Owner Gareth Barber said he was "shocked, overwhelmed and a little bit emotional" at the response.
A "Save our Venues" campaign by the Music Venue Trust has been launched nationally to help the grassroots live music scene weather the outbreak.
Esquires, which promotes musicians and bands around Bedford, had been preparing to celebrate its 30th birthday this summer with a host of events.
The original fundraising aim - £20,000 - was pledged within three hours of the site going live at 15:00 BST on Monday, Mr Barber said.
He has had to furlough 15 members of staff and said a number of freelance engineers and workers had lost out because of the lockdown restrictions.
"Independent venues like ours get no help from the government or the Arts Council - they're run by people who are passionate about music and supporting local talent," he said.
"Memories are made here, people grow up remembering that great gig they went to - it shapes them."
The campaign has garnished the support of local musician Tom Grennan, and Bedford band Don Broco, who regularly played Esquires as their careers took off.
Money has been raised by pledges for VIP entry and merchandise - and the naming of the club's downstairs space.
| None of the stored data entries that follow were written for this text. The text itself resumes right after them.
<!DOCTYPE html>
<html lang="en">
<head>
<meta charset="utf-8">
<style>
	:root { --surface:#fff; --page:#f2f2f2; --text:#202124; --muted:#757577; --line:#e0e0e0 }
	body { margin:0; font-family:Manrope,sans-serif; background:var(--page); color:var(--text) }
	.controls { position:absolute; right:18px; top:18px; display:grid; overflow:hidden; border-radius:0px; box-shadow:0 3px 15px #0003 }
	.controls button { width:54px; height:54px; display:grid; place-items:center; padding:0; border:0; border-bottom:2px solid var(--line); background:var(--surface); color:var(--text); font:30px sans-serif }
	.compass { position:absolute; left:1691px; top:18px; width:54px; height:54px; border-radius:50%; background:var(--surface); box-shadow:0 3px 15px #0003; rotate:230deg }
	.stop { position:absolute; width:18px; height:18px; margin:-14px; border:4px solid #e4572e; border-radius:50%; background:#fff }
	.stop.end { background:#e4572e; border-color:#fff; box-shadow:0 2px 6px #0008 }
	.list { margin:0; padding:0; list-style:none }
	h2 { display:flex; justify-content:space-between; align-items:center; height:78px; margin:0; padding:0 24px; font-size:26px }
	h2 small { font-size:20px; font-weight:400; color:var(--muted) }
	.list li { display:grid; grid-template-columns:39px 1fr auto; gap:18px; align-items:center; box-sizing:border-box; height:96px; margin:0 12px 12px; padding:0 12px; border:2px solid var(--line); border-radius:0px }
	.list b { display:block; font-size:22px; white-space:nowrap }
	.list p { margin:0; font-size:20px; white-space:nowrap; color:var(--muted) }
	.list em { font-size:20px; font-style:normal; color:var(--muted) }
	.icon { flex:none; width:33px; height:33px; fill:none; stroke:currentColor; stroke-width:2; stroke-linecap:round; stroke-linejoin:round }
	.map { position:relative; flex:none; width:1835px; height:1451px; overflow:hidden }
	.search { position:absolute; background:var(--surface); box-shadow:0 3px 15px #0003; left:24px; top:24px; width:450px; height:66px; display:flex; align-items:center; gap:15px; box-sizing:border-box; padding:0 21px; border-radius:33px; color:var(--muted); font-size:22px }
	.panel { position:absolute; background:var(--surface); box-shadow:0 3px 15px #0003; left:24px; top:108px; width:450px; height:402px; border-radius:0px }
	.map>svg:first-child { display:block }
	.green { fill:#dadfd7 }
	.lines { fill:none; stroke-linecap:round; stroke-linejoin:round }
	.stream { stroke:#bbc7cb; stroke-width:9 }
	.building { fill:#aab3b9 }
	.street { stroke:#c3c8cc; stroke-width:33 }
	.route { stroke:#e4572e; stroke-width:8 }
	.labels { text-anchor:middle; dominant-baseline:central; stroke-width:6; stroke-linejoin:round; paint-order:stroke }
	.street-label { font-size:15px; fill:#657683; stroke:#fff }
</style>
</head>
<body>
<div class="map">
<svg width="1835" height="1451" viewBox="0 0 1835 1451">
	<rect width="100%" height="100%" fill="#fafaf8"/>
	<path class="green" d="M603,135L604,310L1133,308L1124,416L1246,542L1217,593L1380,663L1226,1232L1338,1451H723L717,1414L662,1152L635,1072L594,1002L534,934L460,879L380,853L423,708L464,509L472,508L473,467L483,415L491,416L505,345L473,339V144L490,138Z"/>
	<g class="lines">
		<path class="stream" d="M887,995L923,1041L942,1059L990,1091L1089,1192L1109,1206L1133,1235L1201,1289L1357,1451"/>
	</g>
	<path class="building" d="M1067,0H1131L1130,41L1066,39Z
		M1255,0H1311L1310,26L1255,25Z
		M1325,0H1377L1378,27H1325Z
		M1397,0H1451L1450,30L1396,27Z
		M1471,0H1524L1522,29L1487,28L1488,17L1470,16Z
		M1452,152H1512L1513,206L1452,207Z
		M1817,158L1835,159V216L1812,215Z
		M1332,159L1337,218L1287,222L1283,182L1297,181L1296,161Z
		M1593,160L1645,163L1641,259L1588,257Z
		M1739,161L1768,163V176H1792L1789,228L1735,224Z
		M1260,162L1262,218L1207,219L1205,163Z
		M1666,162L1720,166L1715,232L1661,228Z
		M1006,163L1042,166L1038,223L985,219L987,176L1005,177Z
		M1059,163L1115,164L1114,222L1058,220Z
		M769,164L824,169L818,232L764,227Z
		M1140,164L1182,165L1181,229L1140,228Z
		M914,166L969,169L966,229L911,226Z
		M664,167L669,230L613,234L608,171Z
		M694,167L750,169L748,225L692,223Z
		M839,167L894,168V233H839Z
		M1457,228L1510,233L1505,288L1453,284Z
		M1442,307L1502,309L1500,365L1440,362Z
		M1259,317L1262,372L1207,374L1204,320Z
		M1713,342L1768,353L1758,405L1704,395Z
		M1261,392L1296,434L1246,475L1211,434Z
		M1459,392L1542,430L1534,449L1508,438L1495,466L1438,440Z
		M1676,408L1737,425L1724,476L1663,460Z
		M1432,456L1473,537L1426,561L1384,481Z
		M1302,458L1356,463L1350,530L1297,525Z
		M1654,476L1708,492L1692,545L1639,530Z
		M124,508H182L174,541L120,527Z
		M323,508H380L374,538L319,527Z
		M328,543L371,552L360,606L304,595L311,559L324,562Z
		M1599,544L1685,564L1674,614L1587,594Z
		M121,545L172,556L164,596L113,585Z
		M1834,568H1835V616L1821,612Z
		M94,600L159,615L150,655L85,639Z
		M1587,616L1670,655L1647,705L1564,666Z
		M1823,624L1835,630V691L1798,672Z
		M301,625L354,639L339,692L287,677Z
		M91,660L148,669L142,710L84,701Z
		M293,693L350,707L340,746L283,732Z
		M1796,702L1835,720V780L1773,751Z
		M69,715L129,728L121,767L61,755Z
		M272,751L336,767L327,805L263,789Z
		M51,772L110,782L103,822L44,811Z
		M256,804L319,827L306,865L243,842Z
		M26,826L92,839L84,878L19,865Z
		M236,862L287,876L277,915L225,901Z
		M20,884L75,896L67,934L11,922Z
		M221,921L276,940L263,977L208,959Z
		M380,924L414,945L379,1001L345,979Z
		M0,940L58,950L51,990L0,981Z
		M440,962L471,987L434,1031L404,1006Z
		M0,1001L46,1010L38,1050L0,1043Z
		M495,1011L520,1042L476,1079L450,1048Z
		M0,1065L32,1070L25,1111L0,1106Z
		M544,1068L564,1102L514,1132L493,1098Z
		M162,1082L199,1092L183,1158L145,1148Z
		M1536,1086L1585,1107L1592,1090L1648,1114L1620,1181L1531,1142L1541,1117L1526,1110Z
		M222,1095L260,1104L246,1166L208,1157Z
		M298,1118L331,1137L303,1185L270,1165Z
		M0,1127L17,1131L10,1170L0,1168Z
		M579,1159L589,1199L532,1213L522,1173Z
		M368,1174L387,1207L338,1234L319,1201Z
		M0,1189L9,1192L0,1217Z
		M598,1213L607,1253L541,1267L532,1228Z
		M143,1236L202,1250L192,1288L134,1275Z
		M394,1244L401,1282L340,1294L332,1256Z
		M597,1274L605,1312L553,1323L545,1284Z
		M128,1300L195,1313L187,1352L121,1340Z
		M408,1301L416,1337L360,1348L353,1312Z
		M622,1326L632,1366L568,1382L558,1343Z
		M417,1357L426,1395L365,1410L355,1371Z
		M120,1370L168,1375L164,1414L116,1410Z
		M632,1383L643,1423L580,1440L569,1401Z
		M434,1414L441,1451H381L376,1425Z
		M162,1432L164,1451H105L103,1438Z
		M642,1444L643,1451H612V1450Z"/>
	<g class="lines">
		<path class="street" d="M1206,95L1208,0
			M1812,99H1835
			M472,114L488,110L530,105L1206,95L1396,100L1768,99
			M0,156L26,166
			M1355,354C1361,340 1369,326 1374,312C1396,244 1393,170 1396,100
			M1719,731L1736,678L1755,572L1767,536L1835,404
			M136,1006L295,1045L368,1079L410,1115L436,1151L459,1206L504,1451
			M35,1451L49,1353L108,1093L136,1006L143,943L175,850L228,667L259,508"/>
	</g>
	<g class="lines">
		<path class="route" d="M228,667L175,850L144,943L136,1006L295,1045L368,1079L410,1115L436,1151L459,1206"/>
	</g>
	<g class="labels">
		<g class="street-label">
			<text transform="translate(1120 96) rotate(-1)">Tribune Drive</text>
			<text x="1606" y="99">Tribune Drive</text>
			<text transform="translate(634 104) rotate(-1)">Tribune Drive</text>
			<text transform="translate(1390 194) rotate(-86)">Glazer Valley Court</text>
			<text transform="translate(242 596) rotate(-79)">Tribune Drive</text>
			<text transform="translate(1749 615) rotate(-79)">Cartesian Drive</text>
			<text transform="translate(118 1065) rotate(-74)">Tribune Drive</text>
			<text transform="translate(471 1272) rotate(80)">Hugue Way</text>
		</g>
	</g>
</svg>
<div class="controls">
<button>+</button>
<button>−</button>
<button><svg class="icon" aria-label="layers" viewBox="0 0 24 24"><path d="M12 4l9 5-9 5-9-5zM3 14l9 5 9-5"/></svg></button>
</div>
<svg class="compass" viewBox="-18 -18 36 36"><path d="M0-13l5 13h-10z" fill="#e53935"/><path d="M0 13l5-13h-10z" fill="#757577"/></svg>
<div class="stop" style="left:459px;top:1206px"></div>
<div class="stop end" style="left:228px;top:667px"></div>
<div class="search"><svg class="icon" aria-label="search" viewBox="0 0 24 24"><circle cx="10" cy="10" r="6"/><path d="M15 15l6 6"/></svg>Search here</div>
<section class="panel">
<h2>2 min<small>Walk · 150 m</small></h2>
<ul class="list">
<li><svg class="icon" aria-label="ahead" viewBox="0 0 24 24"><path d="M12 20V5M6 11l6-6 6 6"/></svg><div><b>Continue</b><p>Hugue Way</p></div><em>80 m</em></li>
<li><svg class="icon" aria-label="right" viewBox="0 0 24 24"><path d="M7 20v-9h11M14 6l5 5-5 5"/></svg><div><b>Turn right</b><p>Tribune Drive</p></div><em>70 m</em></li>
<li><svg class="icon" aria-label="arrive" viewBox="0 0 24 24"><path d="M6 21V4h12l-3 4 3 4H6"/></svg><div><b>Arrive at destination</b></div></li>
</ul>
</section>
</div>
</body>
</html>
A "Bedford Isn't [expletive]" T-shirt, designed about "small-minded people who complain about the town but do nothing about it", has been a merchandising hit, Mr Barber added.
"This is a small town and a small venue that often punches above its weight," he said.
"This situation has created so much uncertainty. But this goes to show what important community spaces they are."
The BBC has found struggling pubs and restaurants are increasingly turning to crowdfunding websites to stay afloat.
The Smokehouse, in Ipswich, was forced to close on 16 March because of social distancing measures.
Joe Bailey, who runs the venue, said: "Financially, the cancellation of shows not only means a loss of income for our bands and promoters but also the loss of guaranteed income for our freelance staff including sound engineers, lighting operators, bar staff and administrators.
"These are difficult times across the whole industry, for venues, artists and promoters."